Deaths per TWh is not ridiculous and arbitrary. It's comparing energy sources by how much death they will cause for the amount of energy they produce. Any other comparison would be unfair.
The problem with wind and solar is that they produce so little energy, you need to build a lot of infrastructure to match the energy you'd get from even a single coal plant, let alone a nuclear plant (note that nuclear power plants produce very high amounts of power for the space they take up). You can't ignore the fact that more people are going to die from construction accidents with solar power, even if you assume that the construction accident rate is the same (in deaths per man-hour) for both nuclear and solar plant operation.
This is a really absurd statement and shows a failure to understand how radiation affects the body. You're missing two key things in that statement; amount of radiation and exposure time. A lot of radiation is deadly over a short amount of time, and a lower amount can be deadly (or at least detrimental) over a longer period of time.
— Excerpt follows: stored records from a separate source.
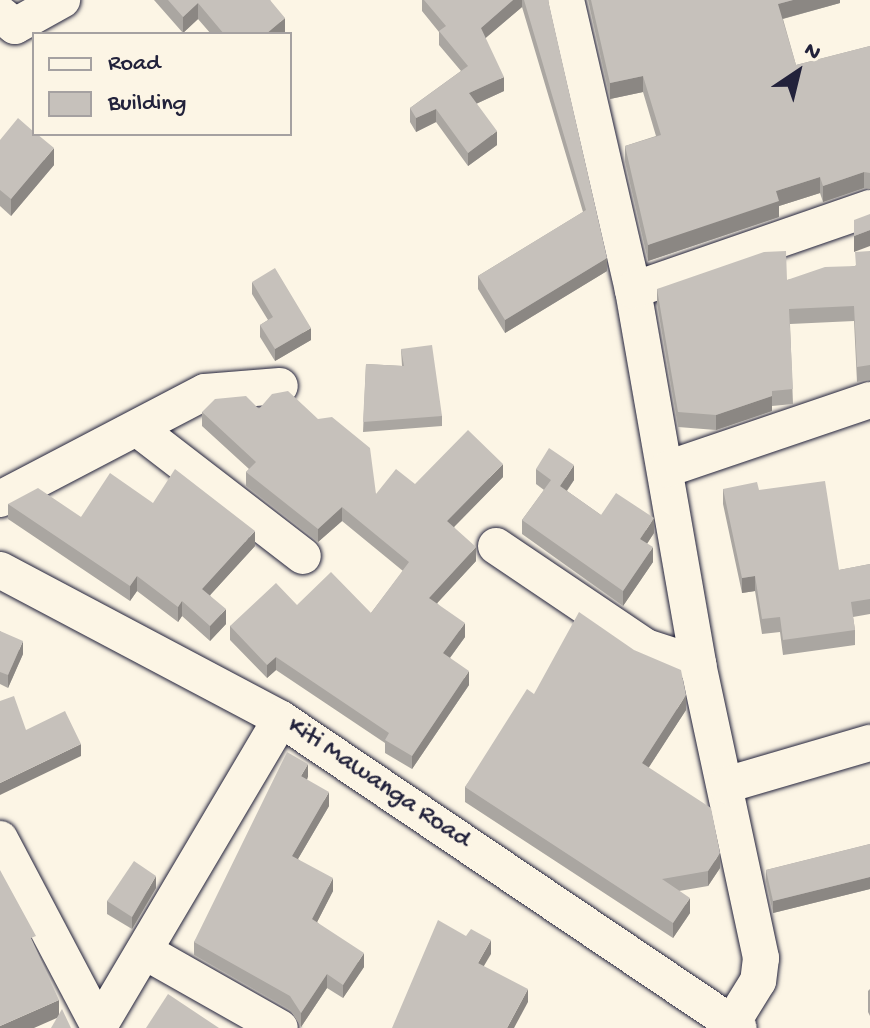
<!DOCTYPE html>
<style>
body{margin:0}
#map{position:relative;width:870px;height:1028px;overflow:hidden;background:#fcf5e5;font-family:"Gochi Hand",sans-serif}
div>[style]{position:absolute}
.roads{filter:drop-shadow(0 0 2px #22223b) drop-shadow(0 0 2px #22223b)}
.minor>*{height:36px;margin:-18px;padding:0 18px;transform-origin:18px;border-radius:18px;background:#fcf5e5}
.wall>*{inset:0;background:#aaa6a1}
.shaded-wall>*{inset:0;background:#8b8783}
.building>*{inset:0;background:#c6c1bb}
span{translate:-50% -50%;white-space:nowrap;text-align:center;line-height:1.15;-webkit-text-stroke:6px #fcf5e5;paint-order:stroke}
.street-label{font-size:26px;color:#22223b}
.legend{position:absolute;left:32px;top:32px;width:260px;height:104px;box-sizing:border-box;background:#fcf5e5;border:2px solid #a5a1a1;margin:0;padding:10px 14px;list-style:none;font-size:24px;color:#22223b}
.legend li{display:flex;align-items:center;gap:16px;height:40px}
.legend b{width:40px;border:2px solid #a5a1a1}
.north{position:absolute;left:758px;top:32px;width:80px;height:80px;-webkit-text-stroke:6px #fcf5e5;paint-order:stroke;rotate:35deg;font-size:22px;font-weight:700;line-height:32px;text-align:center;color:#22223b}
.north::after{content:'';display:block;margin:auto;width:28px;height:36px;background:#22223b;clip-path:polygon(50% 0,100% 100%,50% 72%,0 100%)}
</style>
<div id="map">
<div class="roads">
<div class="minor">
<div style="left:566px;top:0;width:298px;rotate:77deg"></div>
<div style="left:633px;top:290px;width:380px;rotate:80.1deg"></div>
<div style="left:698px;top:664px;width:301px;rotate:77.9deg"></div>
<div style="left:761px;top:958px;width:23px;rotate:97deg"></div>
<div style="left:758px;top:981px;width:49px;rotate:121.8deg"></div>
<div style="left:0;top:14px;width:19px;rotate:39deg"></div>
<div style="left:15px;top:26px;width:54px;rotate:-29deg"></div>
<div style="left:633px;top:290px;width:251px;rotate:-19.1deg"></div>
<div style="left:138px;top:429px;width:208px;rotate:37.6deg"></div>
<div style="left:667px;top:469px;width:214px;rotate:-18.8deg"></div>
<div style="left:0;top:499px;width:231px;rotate:-27.6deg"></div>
<div style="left:205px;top:392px;width:75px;rotate:-4.6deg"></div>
<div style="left:496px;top:546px;width:181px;rotate:34deg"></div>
<div style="left:646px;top:647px;width:55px;rotate:18.1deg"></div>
<div style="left:0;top:570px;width:318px;rotate:27.9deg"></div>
<div style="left:281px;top:719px;width:552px;rotate:34.01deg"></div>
<div style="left:726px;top:785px;width:150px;rotate:-16.3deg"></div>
<div style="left:0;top:839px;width:212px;rotate:62.2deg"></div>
<div style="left:144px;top:951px;width:156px;rotate:29.5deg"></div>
<div style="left:98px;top:1028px;width:359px;rotate:-59.4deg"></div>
</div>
</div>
<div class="wall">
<div style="clip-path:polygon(154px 0,270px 0,285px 33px,211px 34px,198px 19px,183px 33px)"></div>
<div style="clip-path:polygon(422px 0,548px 0,607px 271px,505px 333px,478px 289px,478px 276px,583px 212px,522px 7px,485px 38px,504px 91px,476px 104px,497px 145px,468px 166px,436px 122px,416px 132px,410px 122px,410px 108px,461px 71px,439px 45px,439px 32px,422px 11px)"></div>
<div style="clip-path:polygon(588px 0,840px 0,840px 3px,783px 19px,796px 65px,870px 46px,870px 189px,864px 188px,823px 202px,820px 193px,779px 206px,779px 217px,648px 261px,625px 162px,625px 146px,656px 136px,643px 92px,610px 99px)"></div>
<div style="clip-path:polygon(0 140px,54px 165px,11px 216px,0 206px)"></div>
<div style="clip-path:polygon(870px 251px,870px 380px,857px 382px,854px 321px,790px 324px,793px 404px,772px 406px,772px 411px,716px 430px,678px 427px,657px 304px,657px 289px,787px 280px,855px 266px)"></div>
<div style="clip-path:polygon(252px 282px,311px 340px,275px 361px,260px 337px,260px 325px,268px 320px,252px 294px)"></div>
<div style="clip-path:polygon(401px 349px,442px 416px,442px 426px,363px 432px,366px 364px,402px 366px)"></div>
<div style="clip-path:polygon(259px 409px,376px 494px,415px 484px,503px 477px,454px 527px,476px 561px,437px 603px,465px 637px,450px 658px,469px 685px,412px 769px,385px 753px,385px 743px,276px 670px,267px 678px,230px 640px,230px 626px,297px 605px,371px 613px,403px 571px,342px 521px,318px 542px,246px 486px,246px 472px,249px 469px,202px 426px,202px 412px)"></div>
<div style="clip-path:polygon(536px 469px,574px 480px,567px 491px,601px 515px,654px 533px,647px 544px,653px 562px,623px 606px,522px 534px,522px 520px,544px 490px,536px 484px)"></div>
<div style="clip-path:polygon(723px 489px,759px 490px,839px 570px,870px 564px,870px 614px,853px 617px,855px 630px,855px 645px,783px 655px,780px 632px,762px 634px,755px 591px,742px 593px,723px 504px)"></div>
<div style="clip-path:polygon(153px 503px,255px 546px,210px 595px,226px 624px,210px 641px,182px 616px,178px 622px,137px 591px,130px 601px,8px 519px,8px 504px,81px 517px)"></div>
<div style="clip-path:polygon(0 631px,23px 654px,8px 688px,0 684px)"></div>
<div style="clip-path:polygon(534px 694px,686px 710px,648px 768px,720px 868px,708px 886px,679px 891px,690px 913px,673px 938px,465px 802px,465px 787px)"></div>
<div style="clip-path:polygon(308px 777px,307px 780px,329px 806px,298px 859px,333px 891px,317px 922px,364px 967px,343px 998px,327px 988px,301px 1027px,290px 1010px,194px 955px,194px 942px)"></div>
<div style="clip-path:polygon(870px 844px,870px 889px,773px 913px,766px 882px,766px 870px)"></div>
<div style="clip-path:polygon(156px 888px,132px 929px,107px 914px,107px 901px)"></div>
<div style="clip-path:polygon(870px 989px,870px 1016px,868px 1012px,868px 991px)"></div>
</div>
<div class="shaded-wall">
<div style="clip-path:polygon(513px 0,522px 0,522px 7px,481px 42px,481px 28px)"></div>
<div style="clip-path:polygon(793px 0,840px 0,840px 3px,778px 20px,778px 4px)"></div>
<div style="clip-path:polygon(198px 3px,198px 19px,183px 33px,183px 17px)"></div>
<div style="clip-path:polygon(285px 18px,285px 33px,266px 34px)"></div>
<div style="clip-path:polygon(643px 76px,643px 92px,610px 99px,610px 83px)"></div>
<div style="clip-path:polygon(504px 77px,504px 91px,469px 107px,469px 93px)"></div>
<div style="clip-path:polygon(436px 109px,436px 122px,416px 132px,416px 118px)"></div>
<div style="clip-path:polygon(497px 131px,497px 145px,468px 166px,468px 153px)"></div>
<div style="clip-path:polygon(54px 148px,54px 165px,11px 216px,11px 199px)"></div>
<div style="clip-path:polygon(864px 172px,864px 188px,823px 202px,823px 186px)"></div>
<div style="clip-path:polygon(820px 177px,820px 193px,779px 206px,779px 217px,648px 261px,648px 245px,776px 191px)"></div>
<div style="clip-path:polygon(870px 230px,870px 246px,854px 252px,854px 236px)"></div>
<div style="clip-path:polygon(607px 258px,607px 271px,505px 333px,505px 320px)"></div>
<div style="clip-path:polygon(311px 328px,311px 340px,275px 361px,275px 349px)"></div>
<div style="clip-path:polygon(772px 396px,772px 411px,716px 430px,716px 415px)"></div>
<div style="clip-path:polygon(503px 464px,503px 477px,447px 534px,447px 521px)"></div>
<div style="clip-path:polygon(574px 465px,574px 480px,560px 500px,560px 486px)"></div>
<div style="clip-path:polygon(342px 507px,342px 521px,318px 542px,318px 529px)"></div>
<div style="clip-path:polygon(654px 518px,654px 533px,640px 554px,640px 539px)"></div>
<div style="clip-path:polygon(255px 531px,255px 546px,202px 604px,202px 589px)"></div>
<div style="clip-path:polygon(476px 547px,476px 561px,429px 612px,429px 598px)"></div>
<div style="clip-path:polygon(653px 547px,653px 562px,623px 606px,623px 591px)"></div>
<div style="clip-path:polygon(137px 576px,137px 591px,130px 601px,130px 586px)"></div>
<div style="clip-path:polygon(755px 576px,755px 591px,742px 593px,742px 578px)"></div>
<div style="clip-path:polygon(182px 601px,182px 616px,178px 622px,178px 607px)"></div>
<div style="clip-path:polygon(226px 609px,226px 624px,210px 641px,210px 626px)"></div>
<div style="clip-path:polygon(465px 623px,465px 637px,443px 667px,443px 653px)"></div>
<div style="clip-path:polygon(23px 641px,23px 654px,8px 688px,8px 675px)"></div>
<div style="clip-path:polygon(276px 657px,276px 670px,267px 678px,267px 665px)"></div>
<div style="clip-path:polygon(469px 671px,469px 685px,412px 769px,412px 756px)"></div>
<div style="clip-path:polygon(686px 695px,686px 710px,642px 778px,642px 763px)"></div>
<div style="clip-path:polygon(81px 744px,81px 756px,0 795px,0 783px)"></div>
<div style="clip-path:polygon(308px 764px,308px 777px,301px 790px,301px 776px)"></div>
<div style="clip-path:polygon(329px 792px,329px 806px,292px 869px,292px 856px)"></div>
<div style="clip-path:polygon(720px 853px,720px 868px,708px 886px,708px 871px)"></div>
<div style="clip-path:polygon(156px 876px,156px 888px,132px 929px,132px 917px)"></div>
<div style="clip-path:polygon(870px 877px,870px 889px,773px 913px,773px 901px)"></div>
<div style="clip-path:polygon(333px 878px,333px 891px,312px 932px,312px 919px)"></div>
<div style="clip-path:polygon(690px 898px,690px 913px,673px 938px,673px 923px)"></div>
<div style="clip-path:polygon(491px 940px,491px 954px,478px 976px,478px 963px)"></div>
<div style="clip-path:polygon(364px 953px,364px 967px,343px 998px,343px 985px)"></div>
<div style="clip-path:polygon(327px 974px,327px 988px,301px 1027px,301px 1013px)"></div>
<div style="clip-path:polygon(528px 989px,528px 1002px,514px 1028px,507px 1028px)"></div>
<div style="clip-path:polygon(59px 1000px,59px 1017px,34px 1028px,0 1028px,0 1026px)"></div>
</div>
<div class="building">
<div style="clip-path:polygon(168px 0,270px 0,285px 18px,266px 34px,224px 34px,198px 3px,183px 17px)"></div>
<div style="clip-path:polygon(424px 0,513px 0,481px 28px,504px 77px,469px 93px,497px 131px,468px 153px,436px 109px,416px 118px,410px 108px,468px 66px,439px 31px,446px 26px)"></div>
<div style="clip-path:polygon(524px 0,548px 0,607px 258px,505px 320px,478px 276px,586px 210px)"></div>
<div style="clip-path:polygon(591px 0,793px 0,778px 4px,796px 65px,870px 46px,870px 173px,864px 172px,823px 186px,820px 177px,776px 191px,779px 201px,648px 245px,625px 146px,661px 135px,643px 76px,610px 83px)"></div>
<div style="clip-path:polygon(18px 118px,34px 132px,34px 134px,37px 134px,54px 148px,11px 199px,0 190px,0 140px)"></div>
<div style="clip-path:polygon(870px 214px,870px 230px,854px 236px,854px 220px)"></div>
<div style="clip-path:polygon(786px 251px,787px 280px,825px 267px,856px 266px,855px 252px,870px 251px,870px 365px,857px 367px,854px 306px,789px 309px,793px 389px,772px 391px,772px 396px,716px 415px,678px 412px,657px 289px,764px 252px)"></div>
<div style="clip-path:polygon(275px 268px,311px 328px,275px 349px,260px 325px,273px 317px,252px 282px)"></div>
<div style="clip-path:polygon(432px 345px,442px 416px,363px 422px,366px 364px,404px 366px,401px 349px)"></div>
<div style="clip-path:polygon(288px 391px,318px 419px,332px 417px,370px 448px,376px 494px,396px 469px,415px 484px,468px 430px,503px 464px,447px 521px,476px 547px,429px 598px,465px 623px,443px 653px,469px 671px,412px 756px,385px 740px,389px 733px,276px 657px,267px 665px,230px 626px,276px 583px,297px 605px,331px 572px,371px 613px,409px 562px,342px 507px,318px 529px,246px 472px,256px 462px,202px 412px,215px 399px,246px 396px,259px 409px,272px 394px)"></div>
<div style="clip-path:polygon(549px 448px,574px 465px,560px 486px,601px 515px,616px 493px,654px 518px,640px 539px,653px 547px,623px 591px,522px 520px,551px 480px,536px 469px)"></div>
<div style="clip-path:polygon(175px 469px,255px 531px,202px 589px,226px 609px,210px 626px,182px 601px,178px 607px,137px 576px,130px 586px,8px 504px,38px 488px,81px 517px,110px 473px,153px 503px)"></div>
<div style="clip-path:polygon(825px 481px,839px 570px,870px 564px,870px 599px,851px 602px,855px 630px,783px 640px,780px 617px,762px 619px,755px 576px,742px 578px,723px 489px,757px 482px,759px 490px)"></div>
<div style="clip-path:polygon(579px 612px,634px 650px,681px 670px,686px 695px,642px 763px,711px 808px,720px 853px,708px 871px,662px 879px,690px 898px,673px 923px,465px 787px,527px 689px,534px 694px)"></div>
<div style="clip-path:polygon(0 631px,23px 641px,8px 675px,0 672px)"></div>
<div style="clip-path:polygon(14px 696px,26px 730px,65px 711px,81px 744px,0 783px,0 701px)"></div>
<div style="clip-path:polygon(287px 752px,308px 764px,301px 776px,329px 792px,292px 856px,333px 878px,312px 919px,364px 953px,343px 985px,327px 974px,301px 1013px,290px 996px,194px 942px)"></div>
<div style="clip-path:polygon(870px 844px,870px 877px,773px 901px,766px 870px)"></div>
<div style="clip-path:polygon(134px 861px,156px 876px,132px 917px,107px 901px)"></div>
<div style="clip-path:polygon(0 870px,36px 936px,31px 938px,59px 1000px,0 1026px)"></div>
<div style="clip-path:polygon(438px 920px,466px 936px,471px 929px,491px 940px,478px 963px,528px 989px,507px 1028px,392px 1028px)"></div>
<div style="clip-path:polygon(168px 994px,219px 1028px,146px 1028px)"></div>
<div style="clip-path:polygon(62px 1009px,71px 1028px,51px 1028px)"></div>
</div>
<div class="street-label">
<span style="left:378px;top:784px;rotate:34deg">Kiti Mawanga Road</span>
</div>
<ul class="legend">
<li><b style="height:10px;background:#fcf5e5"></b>Road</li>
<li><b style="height:22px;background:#c6c1bb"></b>Building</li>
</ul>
<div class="north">N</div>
</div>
It is said that there is no "safe" level of radiation, radiation is never good. It's just that under certain levels it's unlikely to be dangerous in a human lifetime. But that's the thing, it's unlikely, it still can be.
While you can now walk around the area around Fukushima for ad day and not die, there's a reason nobody's allowed to live there. Because if you did for many years, then you would suffer ill effects. And children and pregnant women in that area would be especially prone to problems.
> Deaths per TWh is not ridiculous and arbitrary. It's comparing energy sources by how much death they will cause for the amount of energy they produce. Any other comparison would be unfair.
It is ridiculous and arbitrary because it's ONLY counting deaths, and only against one specific metric. It doesn't contextualize those deaths, first of all (dying because you chose to try to install a solar panel on your roof when you're not an experienced roofer and dying because the nuclear plant outside of town had a meltdown are two very different things.)
It also doesn't count the fact that thousands of people lost their homes and businesses and had their lives totally upended by Fukushima. There's impacts of nuclear that solar and wind don't have that are not captured by simply looking at deaths per TWh.
I would also add that until now we have been lucky because nuclear accidents happened in areas with a relatively low population density. Japan has high coastal population density but at Fukushima, half the exclusion zone is on the sea with no one living there.
Now imagine a similar nuclear accident in Belgium or Netherlands requiring a 80 km exclusion zone. That would be a substantial part of the country impacted. For example, check the location of : https://en.wikipedia.org/wiki/Tihange_Nuclear_Power_Station
Also fatalities hardly tell the whole story. Far more people have had their lives totally upended by Fukushima than have died from it, and then there's all the people born with defects from Chernobyl, or left unable to reproduce, and we have yet to see the long term effects of Fukushima.
Pro-nuclear folks tend to focus on a couple of things; cost and mortality under "normal" circumstances. Because those two things look great. But if you start talking about the full impact that nuclear power has had on it world, the picture becomes far less rosy.
Nuclear power has actually a fantastic track record with regards to mortality and statistical risk. The main problem is it suffers from the "Airplane effect" -- the few failures take over the media an the population's imagination, even if the overall safety is great. We can and we should scale both wind/solar and nuclear power, right now, not in a century.
>> Centuries of development aren't necessary to achieve it, it's mostly political will.
While political will is important, it is not enough. It highly depends on geographical properties of the country. For example Iceland produces 85% of its energy from geothermal and hydropower sources and Brazil produces 83% of its electricity from hydropower. Both rely on naturally occurring phenomenons, not all countries are lucky enough to have them.